For the beams of Series 1, at load levels after appearance of first cracks, the strains in reinforcement in the midspan and at the support were higher in beams with GFRP reinforcement than in beam S1-15 with steel reinforcement. However, at higher load levels, after yielding of steel reinforcement, strain in the beam S1-15 significantly increased and overcame values of strains in beams with GFRP reinforcement. Comparing strains in reinforcement of the beams with strains in GFRP reinforcement, it is evident that, in the midspan, strains were highest in the beam G1-0 as a result of lowest stiffness of this reinforcement, while at the support, strains were highest in the beam G1-25, especially at higher load levels.

Within the beams of Series 2, quite uniform development of strains in the tensile reinforcement in the midspan, regardless of the significant differences in amount, i.e., the axial stiffness of adopted reinforcement of beams, could be noticed. At higher load levels, before failure, strains in the midspan of the beam G2-0 were about 10% higher than those in the beam G2-15 and in an average 5% higher compared to the beam G2-25. At the failure, strains in the beams G20 and G2-15 were practically identical, while the largest strains were in the beam G2-25, which reached the highest load-carrying capacity. As it has been already mentioned, this could be explained by achieved moment redistribution, which contributed that stiffness of reinforcement corresponded to higher bending moments. Because of that, lower strains did not correspond to higher amount of reinforcement, and vice versa. Comparing the strains in the tensile reinforcement at the middle support, the difference in strain values was significantly more pronounced than at the midspan. The higher strains were within the beam G2-25, and the smallest strains were within the beam G2-0, which fully corresponded to the adopted reinforcement at the middle support. The maximum tensile strains did not reach neither the ultimate values nor a single beam of Series 1 and Series 2, which responded to the fact that beams were designed to experience concrete compression failure. The largest measured strains at the middle support were in the beam G2-25 and amounted to 23%o, which was very close to the ultimate value of 23.3% shown in Table 2.
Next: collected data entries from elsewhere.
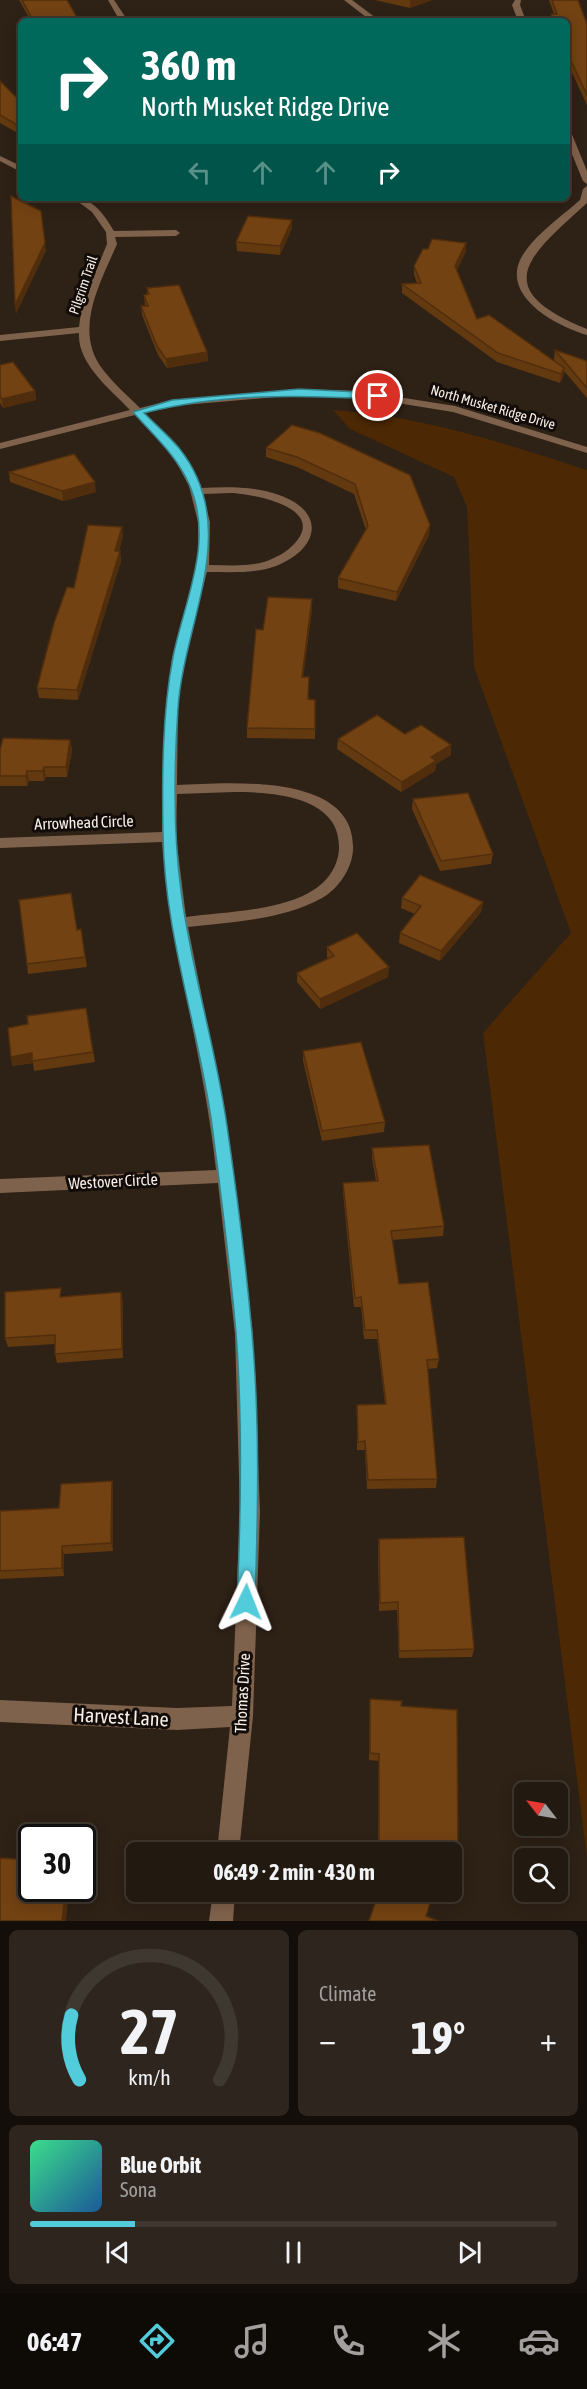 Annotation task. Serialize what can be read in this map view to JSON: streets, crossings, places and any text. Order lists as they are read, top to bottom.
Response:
{
  "streets": {
    "street": [
      "Pilgrim Trail",
      "North Musket Ridge Drive",
      "Arrowhead Circle",
      "Westover Circle",
      "Thomas Drive",
      "Harvest Lane"
    ]
  },
  "crossings": [
    ["Pilgrim Trail", "North Musket Ridge Drive"],
    ["Pilgrim Trail", "Thomas Drive"],
    ["North Musket Ridge Drive", "Thomas Drive"],
    ["Arrowhead Circle", "Thomas Drive"],
    ["Westover Circle", "Thomas Drive"],
    ["Thomas Drive", "Harvest Lane"]
  ],
  "north": "top left",
  "page": {
    "turn": ["360 m", "North Musket Ridge Drive"],
    "limit": "30",
    "trip": "06:49 · 2 min · 430 m",
    "tile": "Climate",
    "heat": ["−", "19°", "+"],
    "song": ["Blue Orbit", "Sona"],
    "tabs": "06:47",
    "gauge": ["27", "km/h"]
  }
} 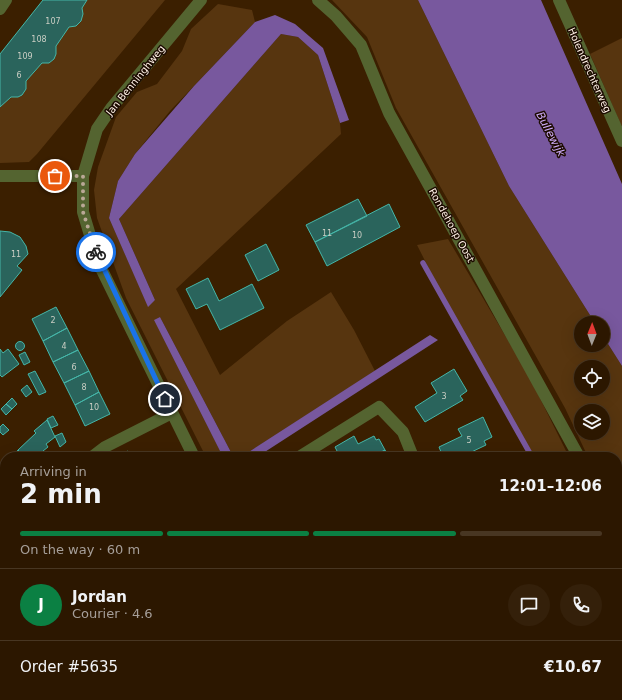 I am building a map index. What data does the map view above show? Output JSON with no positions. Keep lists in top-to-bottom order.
{
  "streets": {
    "street": ["Holendrechterweg", "Jan Benninghweg", "Rondehoep Oost"]
  },
  "water": ["Bullewijk"],
  "house_numbers": [
    "107",
    "108",
    "109",
    "6",
    "11",
    "10",
    "11",
    "2",
    "4",
    "6",
    "8",
    "3",
    "10",
    "5"
  ],
  "north": "top",
  "page": {
    "heading": ["2 min", "Arriving in", "12:01–12:06"],
    "panel": [
      "Jordan",
      "Courier · 4.6",
      "Order #5635",
      "€10.67"
    ],
    "bar": "On the way · 60 m",
    "round": "J"
  }
}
From Figures 11 and 12, it is noticed that in certain critical sections at the midspan, strain values in the compressed concrete of 3%, which are defined as ultimate by ACI 440.1R-15 [23], have been reached and exceeded, both in the beams of Series 1 and in the beams of Series 2. For some beams, at the middle support, it is also noticed that slightly lower strain values were measured in compressed concrete because at higher load levels, higher than 70% of failure loads, strains start to decrease, which can be explained by appearance of diagonal cracks near the location of strain gauge.
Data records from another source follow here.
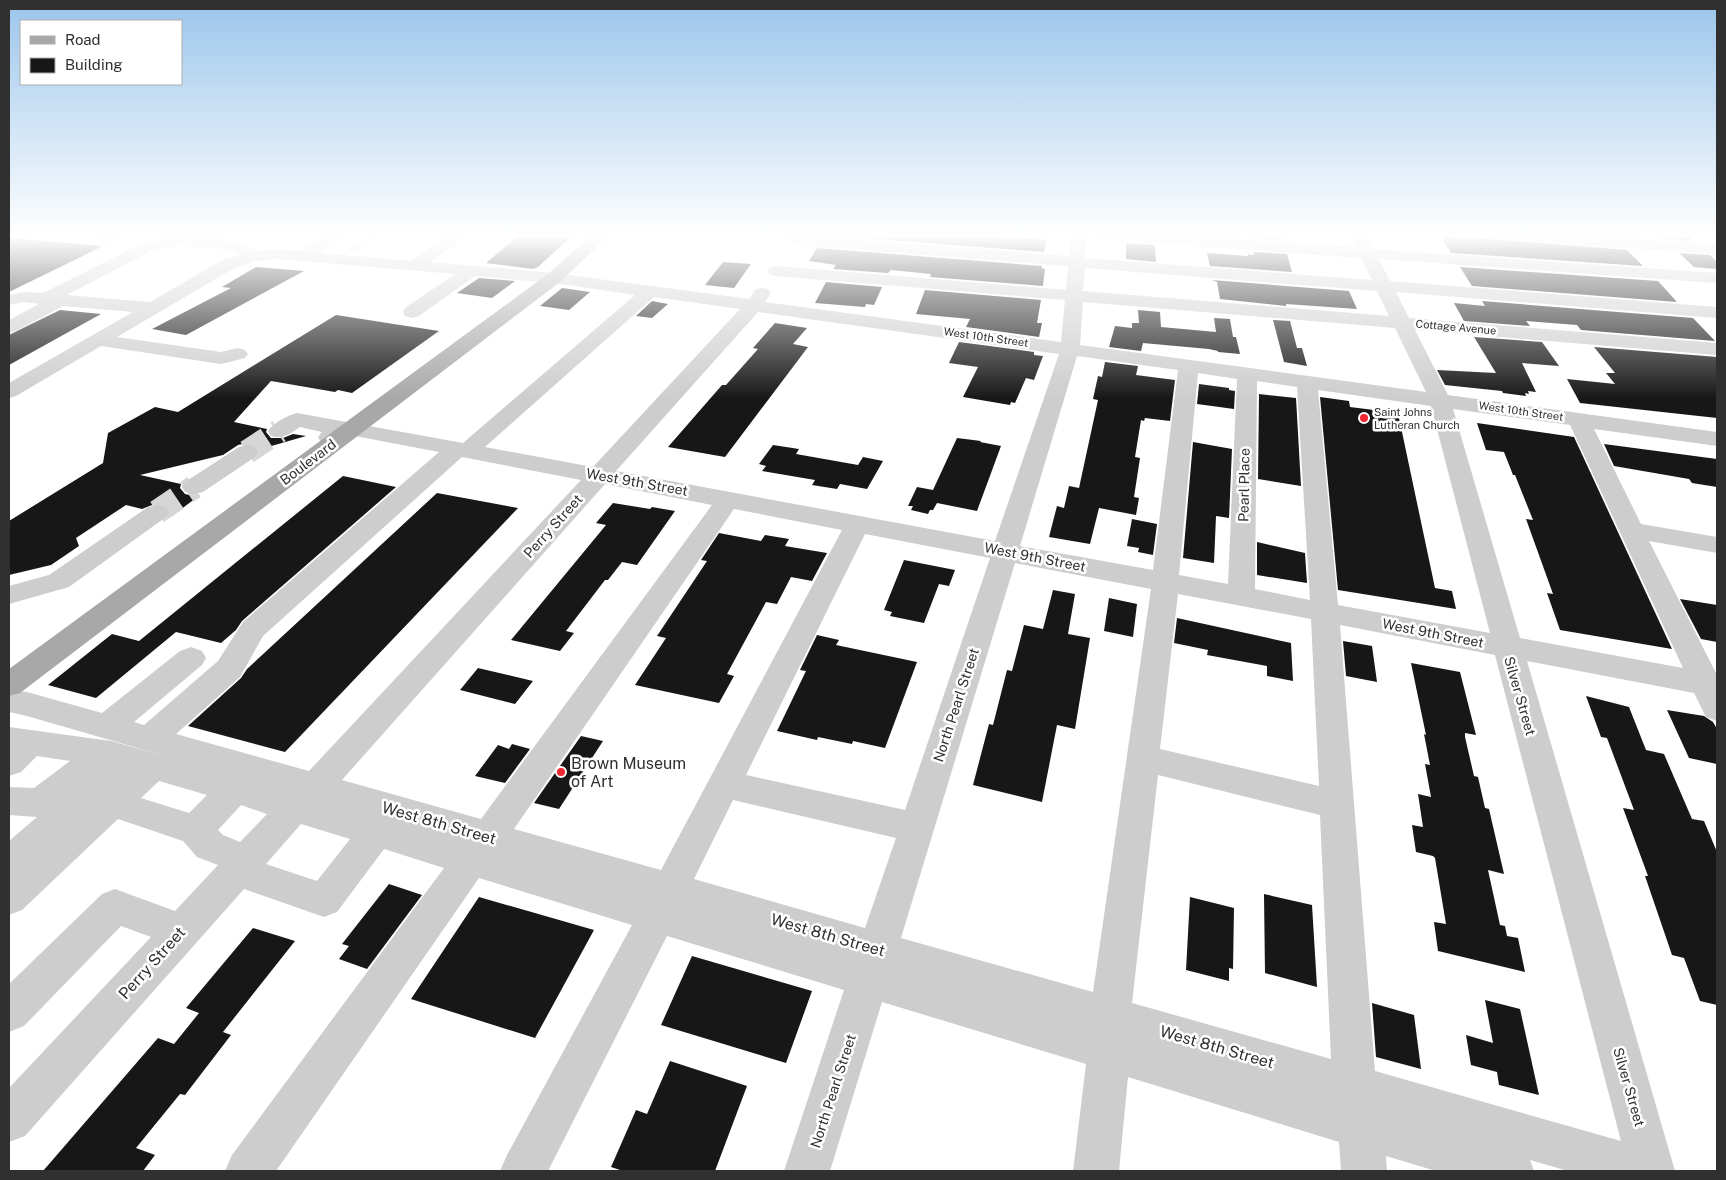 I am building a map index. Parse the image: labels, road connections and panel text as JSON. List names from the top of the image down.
{
  "streets": {
    "street": [
      "Cottage Avenue",
      "West 10th Street",
      "West 9th Street",
      "Pearl Place",
      "Perry Street",
      "Silver Street",
      "North Pearl Street",
      "West 8th Street"
    ]
  },
  "crossings": [
    ["Cottage Avenue", "Silver Street"],
    ["Cottage Avenue", "North Pearl Street"],
    ["West 10th Street", "Pearl Place"],
    ["West 10th Street", "Perry Street"],
    ["West 10th Street", "Silver Street"],
    ["West 10th Street", "North Pearl Street"],
    ["West 9th Street", "Pearl Place"],
    ["West 9th Street", "Perry Street"],
    ["West 9th Street", "Silver Street"],
    ["West 9th Street", "North Pearl Street"],
    ["Perry Street", "West 8th Street"],
    ["North Pearl Street", "West 8th Street"]
  ],
  "places": ["Saint Johns Lutheran Church", "Brown Museum of Art"],
  "legend": ["Road", "Building"]
}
5. Comparison of Experimental Results with Code-Predicted Results

5.1. Load Capacity. All beams were designed in accordance with the ACI 440.1R-15 [23], while CSA S806-12 [24] and EC2-04 [26] were used as control. In designing, data from the manufacturer for GFRP reinforcement were used, so as designed concrete compression strength. Regarding the difference in actual and designed characteristics of materials, different experimental values of failure load were obtained. Calculated failure load was obtained as load at which one of the critical sections reached flexural capacity, i.e., as the lower value of load capacity in the midspan and at the middle support. In determining the calculated failure load, designed moment redistribution from the middle support into the midspan was taken into consideration. In Table 5, experimental failure loads are given in comparison to calculated failure loads, in accordance with the current codes for elements with FRP reinforcement ACI 440.1R-15 [23], CSA S806-12 [24], and EC2-04 [26] for all experimental models.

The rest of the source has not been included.